Cook pasta mista just as you would regular pasta, but drain it when around two-thirds of the pieces are cooked through – this way, you will end up with an interesting range of bites, from al dente to silky-smooth to soft.

Pasta mista frittata

Eggs and pasta combined is one of the most economical and comforting of foods; stodgy, rich and filling. This frittata is a super-simple recipe, suitable for the whole family, that can be served hot or cold. If you want to boost the flavours, add an assortment of toppings just before serving – try sun-dried tomatoes, artichokes, olives, pesto, mozzarella, carrot tops or chopped herbs. It’s also a great way to use up leftover cooked pasta.

100g mixed pasta shapes per portion
Salt
2 eggs per portion
Parmesan, to taste
2 tbsp olive oil

Cook the pasta in boiling salted water until cooked to your liking – remember, the different shapes will cook at different speeds, but it’s nice to have a range of textures in the finished dish.

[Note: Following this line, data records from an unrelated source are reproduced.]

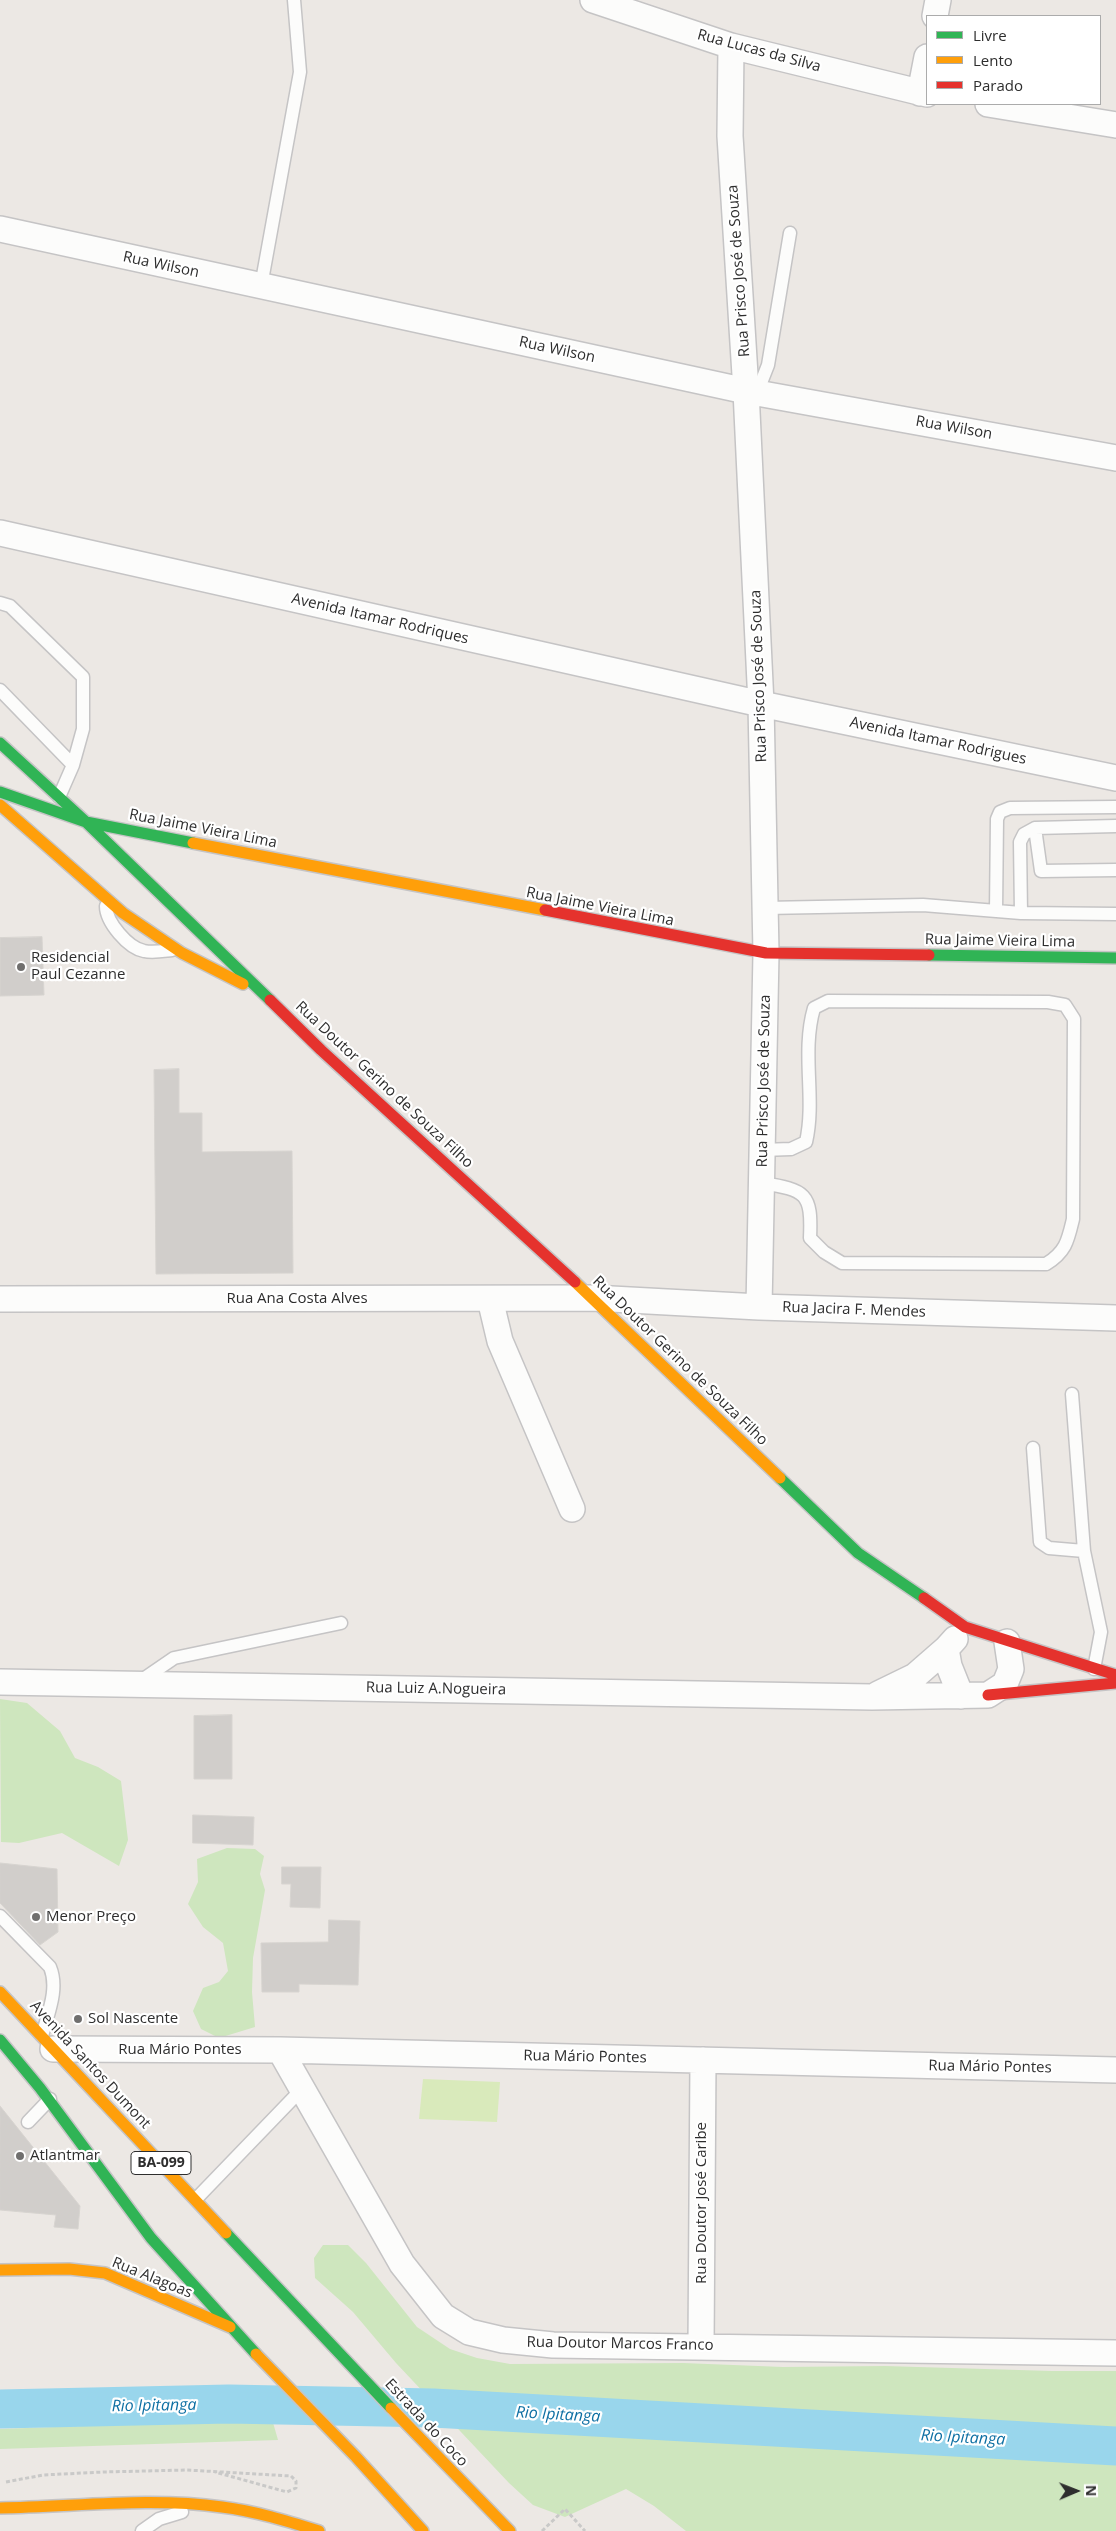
<!DOCTYPE html>
<html>
<head>
<meta charset="utf-8">
<style>
  body { margin:0 }
  #map { position:relative; width:1116px; height:2531px; overflow:hidden; background:#ece8e4; font-family:"Open Sans",sans-serif }
  canvas { display:block }
  .legend { position:absolute; left:926px; top:15px; width:175px; height:90px; box-sizing:border-box; background:#fff; border:1px solid #ababab; margin:0; padding:6px 9px; list-style:none; font-size:15px; color:#2e2e2e }
  .legend li { display:flex; align-items:center; gap:10px; height:25px }
  .legend b { width:25px; border:1px solid #ababab }
  .north { position:absolute; left:1051px; top:2466px; width:50px; height:50px; -webkit-text-stroke:4px #fff; paint-order:stroke; rotate:89deg; font-size:14px; font-weight:700; line-height:20px; text-align:center; color:#2e2e2e }
  .north::after { content:''; display:block; margin:auto; width:18px; height:22px; background:#2e2e2e; clip-path:polygon(50% 0,100% 100%,50% 72%,0 100%) }
</style>
</head>
<body>
<div id="map">
<canvas width="1116" height="2531"></canvas>
<ul class="legend">
<li><b style="height:6px;background:#30b455"></b>Livre</li>
<li><b style="height:6px;background:#ff9f0a"></b>Lento</li>
<li><b style="height:6px;background:#e5322d"></b>Parado</li>
</ul>
<div class="north">N</div>
</div>
<script>
const c = document.querySelector('canvas').getContext('2d');
c.lineJoin = 'round';
function paint(path, color) { c.fillStyle = color; c.fill(path, 'evenodd'); }
function stroke(path, color, width, dash) { c.strokeStyle = color; c.lineWidth = width; c.lineCap = dash ? 'butt' : 'round'; c.setLineDash(dash || []); c.stroke(path); }
function write(font, color, halo, rows, align = 'center') {
  c.font = font + ' "Open Sans",sans-serif'; c.lineWidth = 4.5; c.setLineDash([]); c.textBaseline = 'middle'; c.strokeStyle = halo; c.fillStyle = color; for (const [text, x, y, turn = 0] of rows) {
    c.save(); c.translate(x, y); c.rotate((+turn || 0) * Math.PI / 180); c.textAlign = isNaN(turn) ? turn : align; if (halo) c.strokeText(text, 0, 0); c.fillText(text, 0, 0); c.restore();
  }
}
const green = new Path2D(`
  M 0,1699 L 27,1703 L 60,1731 L 75,1758 L 98,1767 L 121,1781 L 128,1840 L 119,1866 L 62,1833 L 19,1843 L 1,1842 Z
  M 227,1848 L 255,1849 L 264,1856 L 260,1874 L 265,1890 L 253,1958 L 252,1992 L 255,2027 L 219,2038 L 201,2029 L 193,2011 L 203,1988 L 219,1982 L 228,1971 L 223,1943 L 203,1927 L 188,1904 L 198,1882 L 197,1859 Z
  M 323,2245 L 348,2245 L 366,2263 L 417,2327 L 450,2349 L 477,2358 L 510,2364 L 683,2363 L 783,2367 L 885,2366 L 1052,2371 L 1116,2371 L 1116,2531 L 686,2531 L 654,2506 L 626,2489 L 565,2517 L 533,2505 L 509,2483 L 396,2363 L 353,2312 L 315,2278 L 314,2258 Z
  M 272,2419 L 278,2440 L 0,2449 L 0,2429 Z`);
const pitch = new Path2D(`
  M 423,2079 L 500,2082 L 497,2122 L 419,2119 Z`);
const river = new Path2D(`
  M 0,2409 L 229,2404 L 433,2408 L 1116,2446`);
const building = new Path2D(`
  M 42,937 L 44,995 L 0,996 L 0,938 Z
  M 179,1069 L 179,1113 L 202,1113 L 202,1152 L 292,1151 L 293,1273 L 156,1274 L 154,1070 Z
  M 232,1715 L 232,1779 L 194,1779 L 194,1716 Z
  M 193,1815 L 254,1817 L 253,1845 L 193,1843 Z
  M 0,1863 L 57,1869 L 58,1932 L 40,1945 L 0,1903 Z
  M 282,1867 L 321,1867 L 320,1908 L 290,1907 L 291,1884 L 282,1884 Z
  M 329,1920 L 360,1921 L 358,1985 L 299,1984 L 299,1992 L 262,1992 L 261,1943 L 328,1942 Z
  M 0,2106 L 80,2206 L 78,2229 L 54,2227 L 56,2215 L 0,2210 Z`);
const path = new Path2D(`
  M 6,2482 L 43,2475 L 103,2472 L 187,2470 L 291,2476 L 296,2481 L 296,2488 L 287,2492 L 215,2472
  M 542,2531 L 565,2509 L 585,2531`);
const lane = new Path2D(`
  M 261,286 L 300,72 L 294,0
  M 757,393 L 768,365 L 790,233
  M 0,603 L 10,606 L 83,677 L 83,729 L 73,765 L 59,797
  M 0,690 L 73,765
  M 1035,828 L 1041,871 L 1116,870
  M 106,906 C 106,922 128,948 144,951 C 153,953 163,951 172,950
  M 765,908 L 923,905 L 1021,913 L 1116,914
  M 996,911 L 997,819 L 1000,812 L 1010,808 L 1116,807
  M 1021,913 L 1020,842 L 1024,834 L 1035,828 L 1116,826
  M 762,1183 C 806,1190 812,1193 810,1238 L 824,1252 L 842,1263 L 1046,1264 C 1066,1252 1068,1240 1073,1219 L 1074,1019 L 1065,1005 L 1048,1002 L 828,1001 L 814,1008 C 801,1053 816,1098 806,1142 L 791,1149 L 762,1150
  M 1072,1394 L 1084,1551 L 1101,1632 L 1094,1669
  M 1033,1448 L 1040,1542 L 1049,1548 L 1084,1551
  M 139,1682 L 174,1658 L 341,1623
  M 0,1916 L 50,1967 C 59,1989 48,2013 42,2036
  M 28,2122 L 50,2099
  M 196,2199 L 302,2089
  M 142,2531 L 159,2519 L 182,2512`);
const street = new Path2D(`
  M 593,0 L 731,46 L 927,94
  M 935,16 L 938,0
  M 731,46 L 730,136 L 746,391 L 761,704 L 766,953 L 759,1307
  M 920,93 L 927,57
  M 988,104 L 1116,125
  M 0,229 L 746,391 L 1116,458
  M 0,533 L 761,704 L 1116,778
  M 0,1299 L 593,1298 L 759,1307 L 1116,1318
  M 490,1299 L 500,1341 L 572,1509
  M 955,1639 L 946,1649 L 949,1666 L 961,1696
  M 0,1682 L 872,1697 L 988,1695 L 1005,1684 L 1011,1669 L 1007,1642
  M 878,1694 L 915,1676 L 946,1649
  M 53,2049 L 280,2050 L 1116,2070
  M 280,2050 L 402,2264 L 443,2316 L 469,2332 L 503,2340 L 553,2345 L 1116,2353
  M 701,2346 L 703,2060`);
const fast = new Path2D(`
  M 0,743 L 86,822 L 270,1000
  M 0,792 L 86,822 L 193,843
  M 929,955 L 1116,958
  M 780,1478 L 858,1553 L 924,1598
  M 0,2040 L 40,2088 L 151,2238 L 256,2354
  M 226,2233 L 391,2408`);
const slow = new Path2D(`
  M 0,805 L 123,913 L 182,953 L 243,984
  M 193,843 L 545,910
  M 575,1282 L 780,1478
  M 0,1992 L 226,2233
  M 0,2270 L 69,2269 L 105,2273 L 230,2327
  M 256,2354 L 356,2457 L 423,2531
  M 391,2408 L 510,2531
  M 0,2508 C 74,2507 149,2497 222,2507 C 255,2511 287,2521 319,2531`);
const jam = new Path2D(`
  M 545,910 L 766,953 L 929,955
  M 270,1000 L 321,1050 L 575,1282
  M 924,1598 L 965,1627 L 1116,1675
  M 988,1695 L 1116,1683`);
const markers = [
  [21,967,5,"#706f6e"],
  [36,1917,5,"#706f6e"],
  [78,2019,5,"#706f6e"],
  [20,2156,5,"#706f6e"]
];
const shields = [
  [161,2163,60]
];
const shieldNames = [
  ["BA-099",161,2163]
];
const streetNames = [
  ["Rua Lucas da Silva",759,51,15],
  ["Rua Wilson",161,265,12],
  ["Rua Prisco José de Souza",739,271,-94],
  ["Rua Wilson",557,350,12],
  ["Rua Wilson",954,428,10],
  ["Avenida Itamar Rodriques",380,619,13],
  ["Rua Prisco José de Souza",759,676,-92],
  ["Avenida Itamar Rodrigues",938,741,12],
  ["Rua Jaime Vieira Lima",203,829,11],
  ["Rua Jaime Vieira Lima",600,907,11],
  ["Rua Jaime Vieira Lima",1000,941,1],
  ["Rua Prisco José de Souza",764,1081,-89],
  ["Rua Doutor Gerino de Souza Filho",384,1085,43],
  ["Rua Ana Costa Alves",297,1299],
  ["Rua Jacira F. Mendes",854,1310,2],
  ["Rua Doutor Gerino de Souza Filho",680,1361,44],
  ["Rua Luiz A.Nogueira",436,1689,1],
  ["Rua Mário Pontes",180,2050],
  ["Rua Mário Pontes",585,2057,1],
  ["Avenida Santos Dumont",90,2065,47],
  ["Rua Mário Pontes",990,2067,1],
  ["Rua Doutor José Caribe",702,2203,-90],
  ["Rua Alagoas",152,2278,22],
  ["Rua Doutor Marcos Franco",620,2344,1],
  ["Estrada do Coco",426,2423,47]
];
const poiNames = [
  ["Residencial",31,958],
  ["Paul Cezanne",31,975],
  ["Menor Preço",46,1917],
  ["Sol Nascente",88,2019],
  ["Atlantmar",30,2156]
];
const waterNames = [
  ["Rio Ipitanga",154,2406,-1],
  ["Rio Ipitanga",558,2415,3],
  ["Rio Ipitanga",963,2438,3]
];
paint(green, '#cee6be');
paint(pitch, '#d9eabb');
stroke(river, '#99d6ec', 39);
paint(building, '#d1cecb');
stroke(building, '#d7d4d0', 1);
stroke(lane, '#c5c4c5', 15);
stroke(street, '#c5c4c5', 28);
stroke(fast, '#c5c4c5', 14);
stroke(slow, '#c5c4c5', 14);
stroke(jam, '#c5c4c5', 14);
stroke(path, '#c9c9c8', 3, [4, 2.5]);
stroke(lane, '#fcfcfb', 12);
stroke(street, '#fcfcfb', 25);
stroke(fast, '#30b455', 11);
stroke(slow, '#ff9f0a', 11);
stroke(jam, '#e5322d', 11);
for (const [x, y, r, color] of markers) { const dot = new Path2D(); dot.arc(x, y, r, 0, 2 * Math.PI); c.fillStyle = color; c.fill(dot); stroke(dot, '#fff', 2); }
for (const [x, y, w] of shields) { const box = new Path2D(); box.roundRect(x - w / 2, y - 11.5, w, 23, 4); c.fillStyle = '#fff'; c.fill(box); stroke(box, '#2e2e2e', 1); }
write('bold 14px', '#2e2e2e', null, shieldNames);
write('15px', '#2e2e2e', '#fff', streetNames);
write('15px', '#2e2e2e', '#fff', poiNames, 'left');
write('italic 16px', '#0d6fa3', '#fff', waterNames);
</script>
</body>
</html>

Beat the eggs in a bowl, then stir in the cooked pasta and season with salt, pepper and grated parmesan to taste. Pour into a hot, ovenproof frying pan greased with the olive oil, swirl the mix around the pan to even out, then turn the heat down low and leave to fry gently for five minutes. Transfer the pan to a hot oven – 210C (190C fan) – for a further five minutes, then tip put on to a plate and serve hot or at room temperature, just as it is or scattered with your toppings of choice.